■ Problem statement ■
Print the material below exactly as it stands, please, from its first line to the line holding "display:block; font-size:30px; white-space:nowrap", with no pictures.
-------- Material for this exercise --------
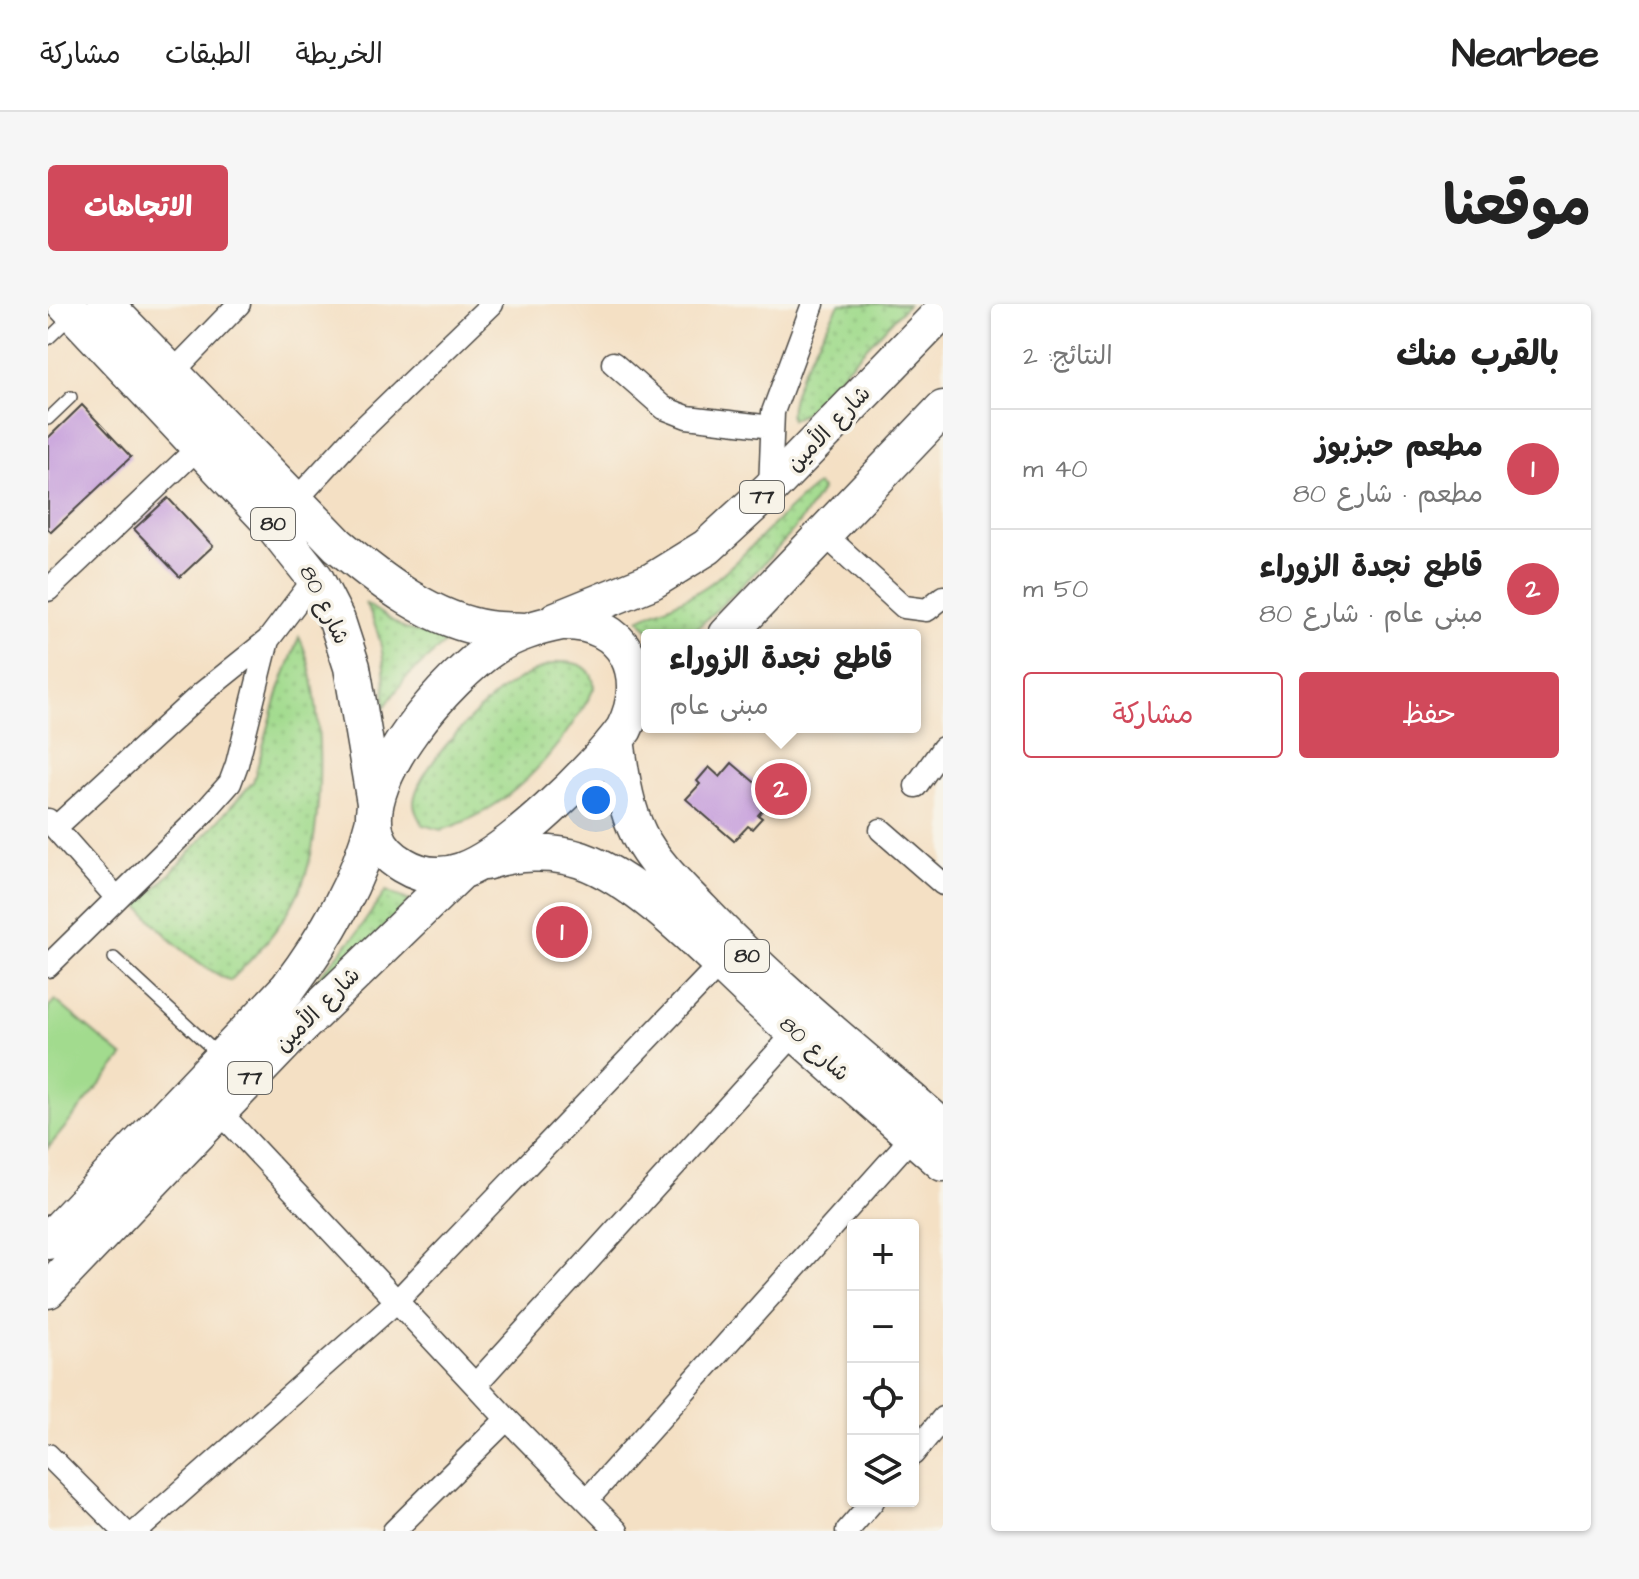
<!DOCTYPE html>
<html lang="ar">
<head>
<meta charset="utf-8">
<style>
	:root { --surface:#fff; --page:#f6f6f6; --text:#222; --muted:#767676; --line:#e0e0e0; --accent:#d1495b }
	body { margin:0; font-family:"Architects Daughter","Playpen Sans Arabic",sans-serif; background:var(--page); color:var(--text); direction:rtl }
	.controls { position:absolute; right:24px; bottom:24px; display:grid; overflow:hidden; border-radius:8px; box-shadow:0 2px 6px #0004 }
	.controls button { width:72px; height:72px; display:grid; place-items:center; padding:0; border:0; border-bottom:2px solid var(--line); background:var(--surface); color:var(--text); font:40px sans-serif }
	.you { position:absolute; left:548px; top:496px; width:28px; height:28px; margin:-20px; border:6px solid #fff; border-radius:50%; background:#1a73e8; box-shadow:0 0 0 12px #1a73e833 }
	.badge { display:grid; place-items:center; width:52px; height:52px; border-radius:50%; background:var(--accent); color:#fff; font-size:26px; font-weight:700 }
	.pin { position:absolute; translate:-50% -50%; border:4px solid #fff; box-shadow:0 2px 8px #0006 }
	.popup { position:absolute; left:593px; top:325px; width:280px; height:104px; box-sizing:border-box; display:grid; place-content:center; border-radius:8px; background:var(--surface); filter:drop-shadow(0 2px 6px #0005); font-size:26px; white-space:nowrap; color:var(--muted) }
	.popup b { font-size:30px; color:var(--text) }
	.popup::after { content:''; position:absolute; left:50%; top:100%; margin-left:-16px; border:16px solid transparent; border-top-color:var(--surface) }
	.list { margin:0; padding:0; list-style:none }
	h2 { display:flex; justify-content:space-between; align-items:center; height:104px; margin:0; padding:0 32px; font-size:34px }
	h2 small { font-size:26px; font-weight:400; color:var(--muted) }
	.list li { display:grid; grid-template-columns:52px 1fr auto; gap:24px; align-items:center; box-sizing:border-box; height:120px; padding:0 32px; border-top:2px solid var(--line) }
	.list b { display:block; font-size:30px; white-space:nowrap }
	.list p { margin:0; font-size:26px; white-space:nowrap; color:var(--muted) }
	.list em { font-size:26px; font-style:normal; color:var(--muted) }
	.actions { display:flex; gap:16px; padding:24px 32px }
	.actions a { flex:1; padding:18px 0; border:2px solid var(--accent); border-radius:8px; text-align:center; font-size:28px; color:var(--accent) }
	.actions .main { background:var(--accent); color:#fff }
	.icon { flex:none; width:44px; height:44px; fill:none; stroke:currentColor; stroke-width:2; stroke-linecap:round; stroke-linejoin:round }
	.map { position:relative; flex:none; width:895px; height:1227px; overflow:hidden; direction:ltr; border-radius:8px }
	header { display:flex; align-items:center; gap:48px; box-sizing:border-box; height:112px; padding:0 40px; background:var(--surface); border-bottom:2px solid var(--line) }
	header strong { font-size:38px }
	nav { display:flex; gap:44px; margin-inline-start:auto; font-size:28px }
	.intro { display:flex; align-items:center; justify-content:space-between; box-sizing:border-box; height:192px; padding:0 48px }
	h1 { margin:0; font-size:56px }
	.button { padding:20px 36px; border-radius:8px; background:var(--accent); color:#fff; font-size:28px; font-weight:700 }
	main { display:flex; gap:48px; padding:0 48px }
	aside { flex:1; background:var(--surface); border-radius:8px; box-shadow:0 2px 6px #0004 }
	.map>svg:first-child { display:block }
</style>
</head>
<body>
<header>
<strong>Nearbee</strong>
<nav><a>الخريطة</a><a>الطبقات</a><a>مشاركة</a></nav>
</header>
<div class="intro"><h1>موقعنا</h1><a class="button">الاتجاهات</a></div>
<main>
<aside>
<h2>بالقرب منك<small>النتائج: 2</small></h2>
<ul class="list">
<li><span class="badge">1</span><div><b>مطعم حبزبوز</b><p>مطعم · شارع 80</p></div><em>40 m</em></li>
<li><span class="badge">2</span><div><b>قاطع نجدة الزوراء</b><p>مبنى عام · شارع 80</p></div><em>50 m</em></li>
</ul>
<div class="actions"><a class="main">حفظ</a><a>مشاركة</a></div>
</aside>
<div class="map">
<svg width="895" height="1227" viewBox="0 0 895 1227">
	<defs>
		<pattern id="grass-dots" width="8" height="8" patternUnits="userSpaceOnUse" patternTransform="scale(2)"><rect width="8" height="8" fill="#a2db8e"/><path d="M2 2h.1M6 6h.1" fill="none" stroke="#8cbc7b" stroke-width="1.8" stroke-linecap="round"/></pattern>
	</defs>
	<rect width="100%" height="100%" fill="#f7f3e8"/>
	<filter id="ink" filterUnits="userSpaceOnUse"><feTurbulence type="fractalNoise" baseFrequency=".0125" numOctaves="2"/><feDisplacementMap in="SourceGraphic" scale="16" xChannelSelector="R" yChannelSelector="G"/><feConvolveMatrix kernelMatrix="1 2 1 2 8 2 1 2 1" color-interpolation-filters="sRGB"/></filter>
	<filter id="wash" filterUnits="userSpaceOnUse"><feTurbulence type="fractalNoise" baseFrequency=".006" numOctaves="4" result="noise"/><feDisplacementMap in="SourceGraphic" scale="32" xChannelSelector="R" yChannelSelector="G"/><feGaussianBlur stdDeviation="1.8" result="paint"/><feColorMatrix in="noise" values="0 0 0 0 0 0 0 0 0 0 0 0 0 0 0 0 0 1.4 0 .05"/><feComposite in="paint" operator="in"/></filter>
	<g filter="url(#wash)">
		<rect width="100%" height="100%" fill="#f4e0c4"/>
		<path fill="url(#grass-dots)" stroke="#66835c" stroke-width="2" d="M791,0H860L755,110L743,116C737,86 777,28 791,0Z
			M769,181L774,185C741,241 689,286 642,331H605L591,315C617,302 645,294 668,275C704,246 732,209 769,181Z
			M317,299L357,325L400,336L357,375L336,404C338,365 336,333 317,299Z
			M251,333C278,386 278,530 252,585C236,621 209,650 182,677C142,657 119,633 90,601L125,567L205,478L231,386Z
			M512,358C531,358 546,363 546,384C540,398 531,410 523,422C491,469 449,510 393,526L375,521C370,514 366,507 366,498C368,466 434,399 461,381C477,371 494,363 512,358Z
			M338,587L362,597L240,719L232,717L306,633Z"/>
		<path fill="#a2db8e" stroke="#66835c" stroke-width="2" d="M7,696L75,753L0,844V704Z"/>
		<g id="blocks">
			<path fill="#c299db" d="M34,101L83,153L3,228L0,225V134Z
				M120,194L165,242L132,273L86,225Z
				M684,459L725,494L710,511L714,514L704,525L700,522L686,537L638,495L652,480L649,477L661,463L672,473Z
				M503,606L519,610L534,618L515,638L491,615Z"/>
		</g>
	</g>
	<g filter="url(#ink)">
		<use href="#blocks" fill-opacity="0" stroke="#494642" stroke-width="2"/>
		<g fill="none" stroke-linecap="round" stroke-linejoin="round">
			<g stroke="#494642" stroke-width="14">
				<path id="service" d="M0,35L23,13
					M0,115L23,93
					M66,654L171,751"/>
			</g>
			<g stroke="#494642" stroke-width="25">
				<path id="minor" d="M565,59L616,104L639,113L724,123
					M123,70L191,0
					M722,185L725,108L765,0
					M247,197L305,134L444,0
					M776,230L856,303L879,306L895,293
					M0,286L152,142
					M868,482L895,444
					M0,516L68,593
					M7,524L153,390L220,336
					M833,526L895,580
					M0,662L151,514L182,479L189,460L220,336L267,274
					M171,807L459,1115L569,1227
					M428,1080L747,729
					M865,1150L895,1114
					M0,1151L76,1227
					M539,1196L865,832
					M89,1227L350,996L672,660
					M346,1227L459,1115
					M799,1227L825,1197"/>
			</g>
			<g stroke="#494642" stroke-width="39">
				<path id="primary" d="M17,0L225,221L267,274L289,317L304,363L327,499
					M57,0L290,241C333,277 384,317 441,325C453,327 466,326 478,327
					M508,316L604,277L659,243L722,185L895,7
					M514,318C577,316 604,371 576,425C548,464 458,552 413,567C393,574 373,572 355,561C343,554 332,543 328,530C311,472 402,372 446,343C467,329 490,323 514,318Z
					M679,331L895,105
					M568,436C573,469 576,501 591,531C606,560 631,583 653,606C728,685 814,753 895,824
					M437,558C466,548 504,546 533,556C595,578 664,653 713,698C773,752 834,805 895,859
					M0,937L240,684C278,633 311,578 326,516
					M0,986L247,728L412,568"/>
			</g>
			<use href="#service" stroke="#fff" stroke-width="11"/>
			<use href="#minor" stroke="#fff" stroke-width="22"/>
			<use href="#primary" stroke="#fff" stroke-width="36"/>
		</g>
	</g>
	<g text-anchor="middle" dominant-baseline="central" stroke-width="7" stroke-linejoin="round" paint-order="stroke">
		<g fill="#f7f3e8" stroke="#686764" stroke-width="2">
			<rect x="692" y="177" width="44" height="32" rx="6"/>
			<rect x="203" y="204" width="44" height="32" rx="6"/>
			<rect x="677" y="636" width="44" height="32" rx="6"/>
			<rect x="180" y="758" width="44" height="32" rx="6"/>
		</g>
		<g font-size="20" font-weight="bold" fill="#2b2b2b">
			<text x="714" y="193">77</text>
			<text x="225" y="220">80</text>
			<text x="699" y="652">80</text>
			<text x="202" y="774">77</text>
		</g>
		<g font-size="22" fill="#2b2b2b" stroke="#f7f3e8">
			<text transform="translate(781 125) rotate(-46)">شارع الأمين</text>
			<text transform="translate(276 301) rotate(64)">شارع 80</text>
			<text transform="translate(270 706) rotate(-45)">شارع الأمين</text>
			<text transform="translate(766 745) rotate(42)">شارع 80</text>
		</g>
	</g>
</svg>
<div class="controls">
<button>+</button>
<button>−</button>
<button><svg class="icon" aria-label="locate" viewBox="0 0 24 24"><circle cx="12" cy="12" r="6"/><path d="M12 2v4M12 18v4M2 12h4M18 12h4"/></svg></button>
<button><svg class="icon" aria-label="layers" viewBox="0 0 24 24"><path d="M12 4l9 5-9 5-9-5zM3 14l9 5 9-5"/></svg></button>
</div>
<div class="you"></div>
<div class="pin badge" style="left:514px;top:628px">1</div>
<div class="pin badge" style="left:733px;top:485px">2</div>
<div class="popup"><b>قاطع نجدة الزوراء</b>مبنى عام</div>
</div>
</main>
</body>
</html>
--------
■ Response box ■
<!DOCTYPE html>
<html lang="ar">
<head>
<meta charset="utf-8">
<style>
	:root { --surface:#fff; --page:#f6f6f6; --text:#222; --muted:#767676; --line:#e0e0e0; --accent:#d1495b }
	body { margin:0; font-family:"Architects Daughter","Playpen Sans Arabic",sans-serif; background:var(--page); color:var(--text); direction:rtl }
	.controls { position:absolute; right:24px; bottom:24px; display:grid; overflow:hidden; border-radius:8px; box-shadow:0 2px 6px #0004 }
	.controls button { width:72px; height:72px; display:grid; place-items:center; padding:0; border:0; border-bottom:2px solid var(--line); background:var(--surface); color:var(--text); font:40px sans-serif }
	.you { position:absolute; left:548px; top:496px; width:28px; height:28px; margin:-20px; border:6px solid #fff; border-radius:50%; background:#1a73e8; box-shadow:0 0 0 12px #1a73e833 }
	.badge { display:grid; place-items:center; width:52px; height:52px; border-radius:50%; background:var(--accent); color:#fff; font-size:26px; font-weight:700 }
	.pin { position:absolute; translate:-50% -50%; border:4px solid #fff; box-shadow:0 2px 8px #0006 }
	.popup { position:absolute; left:593px; top:325px; width:280px; height:104px; box-sizing:border-box; display:grid; place-content:center; border-radius:8px; background:var(--surface); filter:drop-shadow(0 2px 6px #0005); font-size:26px; white-space:nowrap; color:var(--muted) }
	.popup b { font-size:30px; color:var(--text) }
	.popup::after { content:''; position:absolute; left:50%; top:100%; margin-left:-16px; border:16px solid transparent; border-top-color:var(--surface) }
	.list { margin:0; padding:0; list-style:none }
	h2 { display:flex; justify-content:space-between; align-items:center; height:104px; margin:0; padding:0 32px; font-size:34px }
	h2 small { font-size:26px; font-weight:400; color:var(--muted) }
	.list li { display:grid; grid-template-columns:52px 1fr auto; gap:24px; align-items:center; box-sizing:border-box; height:120px; padding:0 32px; border-top:2px solid var(--line) }
	.list b { display:block; font-size:30px; white-space:nowrap }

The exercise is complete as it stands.